There have been several similar methods previously reported with a range of pros and cons. For example, the slip‐knot method5 first requires bilateral ventilation, and the knot is then tightened to block the outflow of segmental air. All pulmonary parenchyma will inflate, which occupies too much space, so that the operation has to be halted to wait for the lung to deflate. The jet ventilation approach6 requires the use of a flexible bronchoscope where it is impossible to match exactly all the targeted segmental bronchi, and air may leak into the adjacent bronchi, leading to an unclear or inaccurate line. Further, oxygen cannot be insufflated when the bronchoscope is approaching the targeted bronchus, and often it is not easy to approach the segmental bronchi due to changes in the angles of subsegmental bronchi during respiration and for anatomical reasons. The butterfly needle method7 is the most similar to ours, but in that study the bronchus was first stapled, and the segment inflated with a butterfly needle. We ligatured, but did not dissect the bronchus which commonly varies as known to all, in case the wrong bronchus was divided.

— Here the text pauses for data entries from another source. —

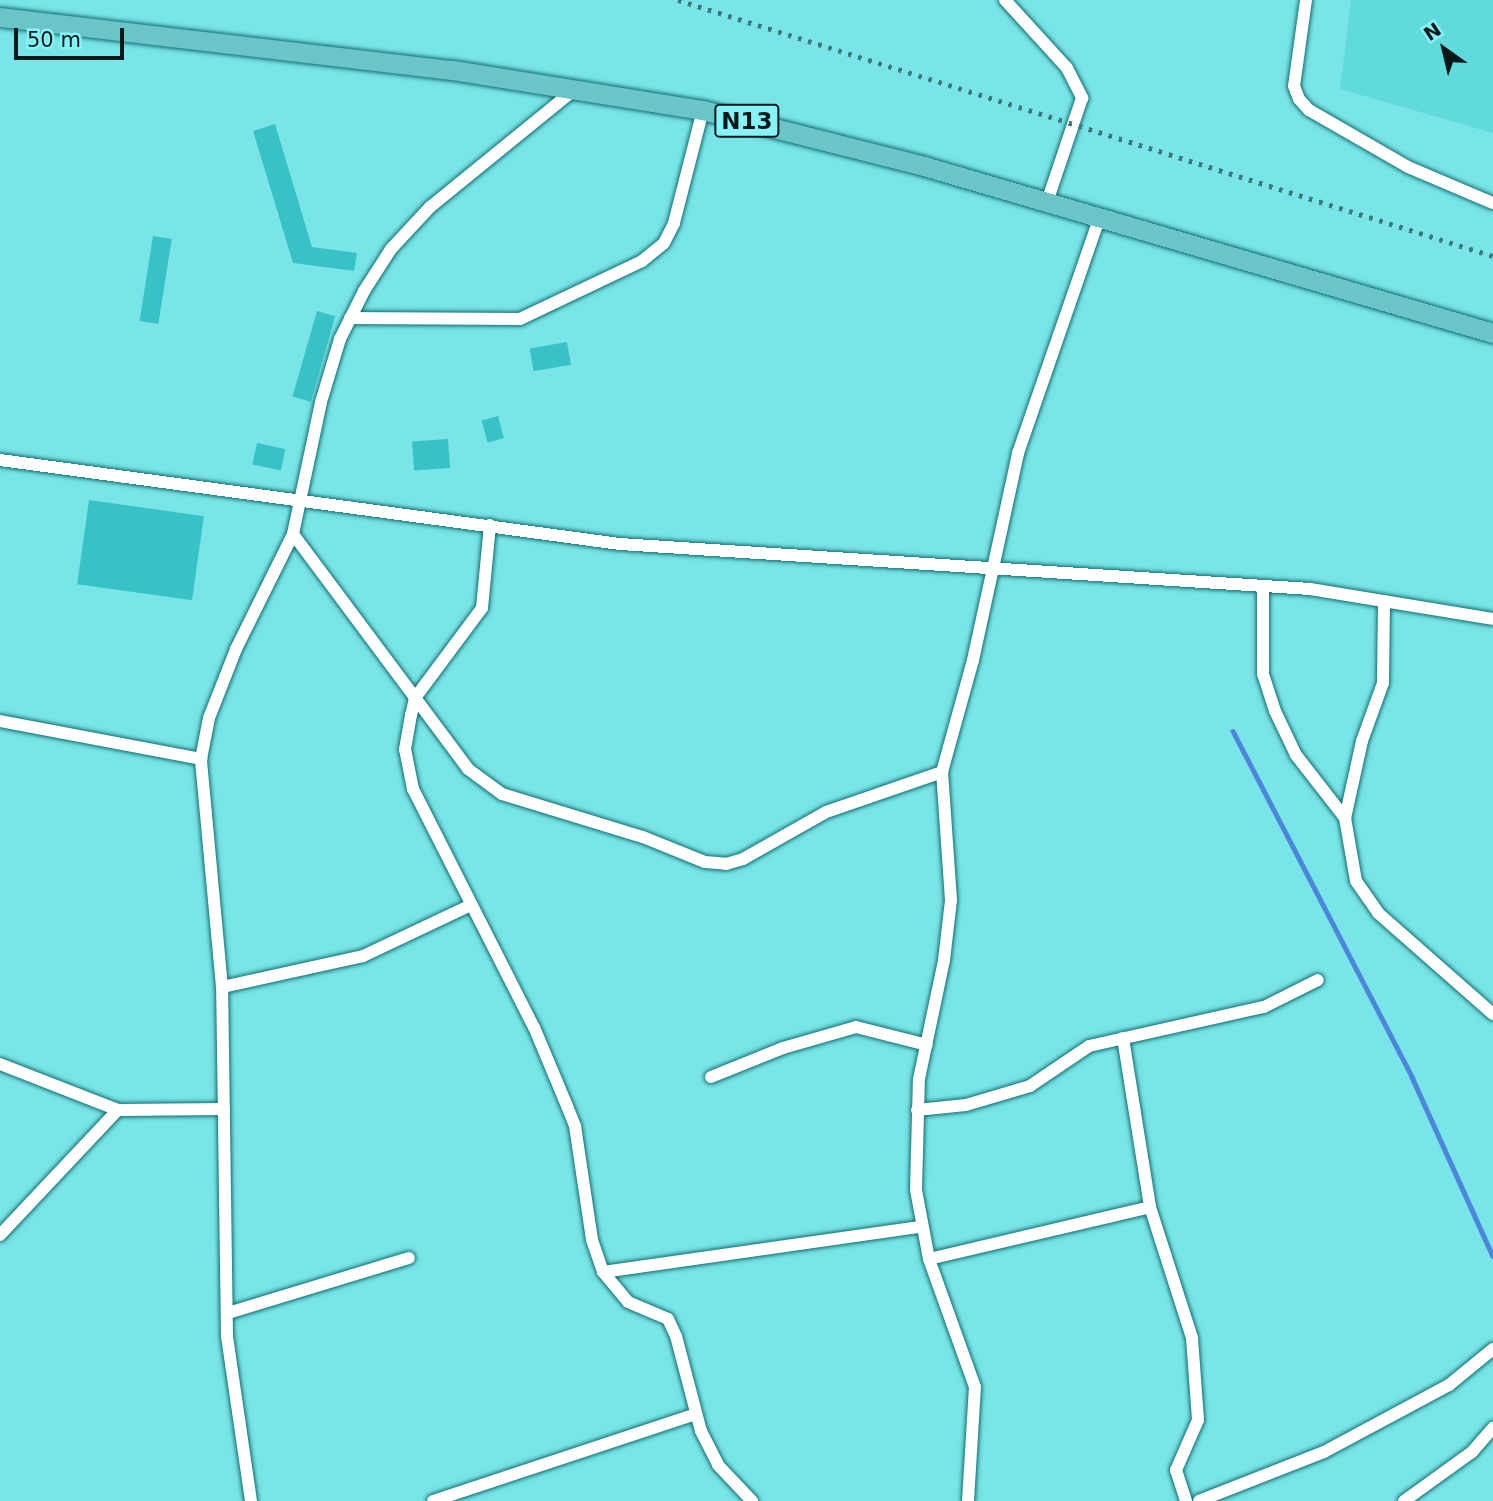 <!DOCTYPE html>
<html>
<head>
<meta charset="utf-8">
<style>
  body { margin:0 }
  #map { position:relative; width:1493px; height:1501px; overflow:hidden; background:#7ae5e8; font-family:"DejaVu Sans",sans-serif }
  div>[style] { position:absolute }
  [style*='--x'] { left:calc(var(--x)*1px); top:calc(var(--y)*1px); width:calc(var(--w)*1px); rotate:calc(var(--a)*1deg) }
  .built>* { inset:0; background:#61dadd }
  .stream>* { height:4.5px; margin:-2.25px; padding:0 2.25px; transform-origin:2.25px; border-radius:2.25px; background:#4c86da }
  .building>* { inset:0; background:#39c2c6; transform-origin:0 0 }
  .roads { filter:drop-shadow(0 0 2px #116e70) drop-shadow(0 0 2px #116e70) }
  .minor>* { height:12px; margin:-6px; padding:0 6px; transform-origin:6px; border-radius:6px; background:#fff }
  .primary>* { height:19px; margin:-9.5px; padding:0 9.5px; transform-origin:9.5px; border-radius:9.5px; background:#6bc4c7 }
  .rail>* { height:4.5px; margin-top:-2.25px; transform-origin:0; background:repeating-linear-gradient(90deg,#3b797b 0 3.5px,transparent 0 10.5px) }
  span { translate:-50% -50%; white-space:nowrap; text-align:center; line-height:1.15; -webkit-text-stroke:6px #88f3f6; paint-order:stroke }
  .shield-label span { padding:2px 5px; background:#88f3f6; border:2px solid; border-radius:5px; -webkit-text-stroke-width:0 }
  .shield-label { font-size:23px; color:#02191a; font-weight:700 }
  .north { position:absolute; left:1409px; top:14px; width:70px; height:70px; -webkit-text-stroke:5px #88f3f6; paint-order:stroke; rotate:326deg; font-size:19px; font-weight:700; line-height:28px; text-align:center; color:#02191a }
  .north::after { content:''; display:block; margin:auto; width:24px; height:32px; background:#02191a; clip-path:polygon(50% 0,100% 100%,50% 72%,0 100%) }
  .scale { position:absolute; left:14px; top:28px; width:110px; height:32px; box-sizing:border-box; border:4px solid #02191a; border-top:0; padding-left:9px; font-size:21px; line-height:24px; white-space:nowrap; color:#02191a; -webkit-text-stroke:5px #88f3f6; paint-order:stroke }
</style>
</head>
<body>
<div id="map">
  <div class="built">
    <i style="clip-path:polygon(1351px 0,1493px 0,1493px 133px,1340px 89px)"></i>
  </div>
  <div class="stream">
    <i style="--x:1233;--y:731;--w:390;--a:62.6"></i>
    <i style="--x:1412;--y:1077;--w:196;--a:65.7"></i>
  </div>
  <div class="building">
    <i style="clip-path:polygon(275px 124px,312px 247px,357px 253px,354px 271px,293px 263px,253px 131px)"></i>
    <i style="left:153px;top:236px;width:19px;height:86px;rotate:9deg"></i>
    <i style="left:317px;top:311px;width:19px;height:89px;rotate:16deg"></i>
    <i style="left:567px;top:342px;width:23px;height:38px;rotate:80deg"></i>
    <i style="left:498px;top:416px;width:23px;height:17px;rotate:75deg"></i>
    <i style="left:448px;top:439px;width:29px;height:36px;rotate:86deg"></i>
    <i style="left:257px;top:443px;width:29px;height:22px;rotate:12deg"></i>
    <i style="left:89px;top:500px;width:116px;height:85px;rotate:8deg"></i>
  </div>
  <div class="roads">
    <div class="minor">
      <i style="--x:1005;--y:0;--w:92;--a:47.6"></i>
      <i style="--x:1067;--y:68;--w:34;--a:63"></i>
      <i style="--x:1082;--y:98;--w:110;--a:108.6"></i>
      <i style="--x:1306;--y:0;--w:87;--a:97.9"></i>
      <i style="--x:1294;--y:86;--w:14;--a:69"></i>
      <i style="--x:1299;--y:99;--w:15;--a:48"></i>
      <i style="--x:1309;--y:110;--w:114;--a:29.9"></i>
      <i style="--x:1408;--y:167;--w:92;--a:23"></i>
      <i style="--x:350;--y:318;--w:170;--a:0.3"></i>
      <i style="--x:520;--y:319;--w:135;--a:-25.4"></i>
      <i style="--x:642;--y:261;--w:28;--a:-39"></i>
      <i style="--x:664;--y:243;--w:22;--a:-63"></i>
      <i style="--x:674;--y:223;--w:117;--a:-75.6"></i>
      <i style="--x:0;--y:460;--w:626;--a:7.72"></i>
      <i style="--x:620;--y:544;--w:691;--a:3.73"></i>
      <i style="--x:1310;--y:589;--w:185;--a:9.3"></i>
      <i style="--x:490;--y:525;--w:83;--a:95.5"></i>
      <i style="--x:482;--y:608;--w:112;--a:126.7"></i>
      <i style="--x:415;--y:698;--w:17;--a:103"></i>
      <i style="--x:411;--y:715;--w:35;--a:100"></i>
      <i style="--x:405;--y:749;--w:41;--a:78.7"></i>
      <i style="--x:413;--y:789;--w:267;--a:63.1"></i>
      <i style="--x:534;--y:1027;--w:86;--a:67.3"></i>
      <i style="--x:567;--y:1106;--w:22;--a:68"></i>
      <i style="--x:575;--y:1126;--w:115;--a:81.5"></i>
      <i style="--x:592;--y:1240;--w:34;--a:71"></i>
      <i style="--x:603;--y:1272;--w:39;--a:50"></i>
      <i style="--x:628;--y:1302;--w:43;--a:23"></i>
      <i style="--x:668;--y:1319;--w:19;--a:65"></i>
      <i style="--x:676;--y:1336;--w:98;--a:75.3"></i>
      <i style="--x:701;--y:1431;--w:38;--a:63"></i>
      <i style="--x:718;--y:1465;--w:50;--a:46.6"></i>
      <i style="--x:293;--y:534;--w:293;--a:53.3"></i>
      <i style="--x:468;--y:769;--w:42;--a:36.3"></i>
      <i style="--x:502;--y:794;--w:147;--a:17"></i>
      <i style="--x:643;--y:837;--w:67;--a:22"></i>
      <i style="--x:705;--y:862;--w:21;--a:5"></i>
      <i style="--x:726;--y:864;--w:18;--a:-16"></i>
      <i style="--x:743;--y:859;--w:95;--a:-29.5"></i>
      <i style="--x:826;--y:812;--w:123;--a:-19"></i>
      <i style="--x:1263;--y:586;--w:88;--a:90"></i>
      <i style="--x:1263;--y:674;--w:39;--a:72"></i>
      <i style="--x:1275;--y:711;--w:49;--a:64.5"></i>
      <i style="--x:1296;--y:755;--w:80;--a:52.1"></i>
      <i style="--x:1384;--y:601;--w:82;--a:90.7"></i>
      <i style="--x:1383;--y:683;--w:62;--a:109.9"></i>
      <i style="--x:1362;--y:741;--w:79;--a:102.4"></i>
      <i style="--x:1345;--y:818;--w:64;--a:80.1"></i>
      <i style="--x:1356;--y:881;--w:39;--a:55"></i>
      <i style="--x:1378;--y:913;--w:153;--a:41.3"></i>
      <i style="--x:0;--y:721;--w:205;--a:10.7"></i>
      <i style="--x:222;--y:987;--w:144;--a:-12.4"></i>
      <i style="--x:363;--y:956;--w:119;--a:-25.3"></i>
      <i style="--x:1123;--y:1038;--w:171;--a:80.9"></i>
      <i style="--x:1150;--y:1207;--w:138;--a:72.2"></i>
      <i style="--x:1192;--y:1338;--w:82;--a:85.8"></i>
      <i style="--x:1198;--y:1420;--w:55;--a:113.7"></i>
      <i style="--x:1176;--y:1470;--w:33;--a:72"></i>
      <i style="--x:0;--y:1064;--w:127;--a:21.3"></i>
      <i style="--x:118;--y:1110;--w:106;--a:-0.5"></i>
      <i style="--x:711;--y:1077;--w:78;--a:-21.9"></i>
      <i style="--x:783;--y:1048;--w:76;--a:-16"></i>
      <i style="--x:856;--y:1027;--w:73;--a:14.2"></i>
      <i style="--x:917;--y:1110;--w:49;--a:-5.8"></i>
      <i style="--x:966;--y:1105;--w:67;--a:-16.5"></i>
      <i style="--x:1030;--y:1086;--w:71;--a:-34.1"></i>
      <i style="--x:1089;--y:1046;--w:179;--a:-12.6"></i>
      <i style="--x:1264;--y:1007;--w:60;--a:-26.6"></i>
      <i style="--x:0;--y:1235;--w:172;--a:-46.7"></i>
      <i style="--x:929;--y:1259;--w:227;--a:-13.2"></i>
      <i style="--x:603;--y:1272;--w:320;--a:-8.1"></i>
      <i style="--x:228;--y:1313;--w:189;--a:-16.9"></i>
      <i style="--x:251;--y:1501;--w:166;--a:-98.3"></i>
      <i style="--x:227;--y:1337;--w:350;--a:-90.8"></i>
      <i style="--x:222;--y:987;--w:229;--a:-95.3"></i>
      <i style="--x:201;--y:759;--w:42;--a:-79"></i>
      <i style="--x:209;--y:718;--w:74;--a:-68.6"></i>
      <i style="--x:236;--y:649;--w:128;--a:-63.6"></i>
      <i style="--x:293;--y:534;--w:135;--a:-78"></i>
      <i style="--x:321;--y:402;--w:66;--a:-73.2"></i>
      <i style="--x:340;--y:339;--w:54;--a:-63.4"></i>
      <i style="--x:364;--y:291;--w:50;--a:-57.3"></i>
      <i style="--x:391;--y:249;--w:57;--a:-47.1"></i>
      <i style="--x:430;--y:207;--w:186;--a:-39.1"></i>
      <i style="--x:433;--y:1501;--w:277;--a:-18.3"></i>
      <i style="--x:968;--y:1501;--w:114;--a:-86.5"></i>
      <i style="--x:975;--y:1387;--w:136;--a:-109.8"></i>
      <i style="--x:929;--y:1259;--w:70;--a:-100.7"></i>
      <i style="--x:916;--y:1190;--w:111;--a:-88.5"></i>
      <i style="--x:919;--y:1079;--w:122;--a:-78.1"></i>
      <i style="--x:944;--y:960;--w:60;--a:-83.3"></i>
      <i style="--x:951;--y:900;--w:128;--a:-94"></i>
      <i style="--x:942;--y:772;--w:116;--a:-74.5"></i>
      <i style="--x:973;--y:660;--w:212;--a:-77.7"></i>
      <i style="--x:1018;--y:453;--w:251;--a:-70.9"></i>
      <i style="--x:1199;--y:1501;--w:134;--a:-21.4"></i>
      <i style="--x:1324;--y:1452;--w:142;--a:-28.2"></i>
      <i style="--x:1449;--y:1385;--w:57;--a:-39.3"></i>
      <i style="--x:1404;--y:1501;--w:84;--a:-35.8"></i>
      <i style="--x:1472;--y:1452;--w:32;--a:-49"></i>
    </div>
    <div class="primary">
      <i style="--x:0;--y:17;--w:456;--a:6.7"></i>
      <i style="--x:453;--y:70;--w:253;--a:9.1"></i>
      <i style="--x:703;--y:110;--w:228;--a:14.2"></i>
      <i style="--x:924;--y:166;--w:593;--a:16.36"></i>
    </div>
  </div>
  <div class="rail">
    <i style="--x:678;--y:0;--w:854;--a:17.44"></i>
  </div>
  <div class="shield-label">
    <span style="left:747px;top:121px">N13</span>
  </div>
  <div class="north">N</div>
  <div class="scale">50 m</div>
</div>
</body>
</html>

This modified targeted bronchus inflation method which does not requires any chemical reagents (such as indocyanine green) or equipment (such as an endoscopic fluorescence imaging system or bronchoscope)2 is very simple with no additional expense which is important as there are numerous patients in China. Dissection along the plane between the inflated and deflated lung parenchyma using either electrocautery or staples is safe, with almost no air leakage or bleeding, which means the demarcation provided by the method is highly coincident with the real intersegmental border. This method is also less time consuming because the time it usually takes for inflation‐deflation to take place is saved. Even if the perfect demarcation does not appear at once due to inflation of the adjacent segmental parenchyma, other surgical procedures can be performed because only one lobe has inflated and would not occupy as much space as traditional or other modified inflation‐deflation methods.3 The method is fault‐tolerant and safe. Instead of dissection, the bronchus is ligated first to prevent division of the wrong bronchus.
In conclusion, this new method provides a clear and accurate intersegmental plane, which simplifies lung segmentectomy without any additional reagents or equipment. It can reduce the duration of operation and anesthesia, and facilitate a safer and fault‐tolerant procedure. Additionally, it is no more expensive than any other methods, is easy to learn, with an effective and simple application which can be popularized.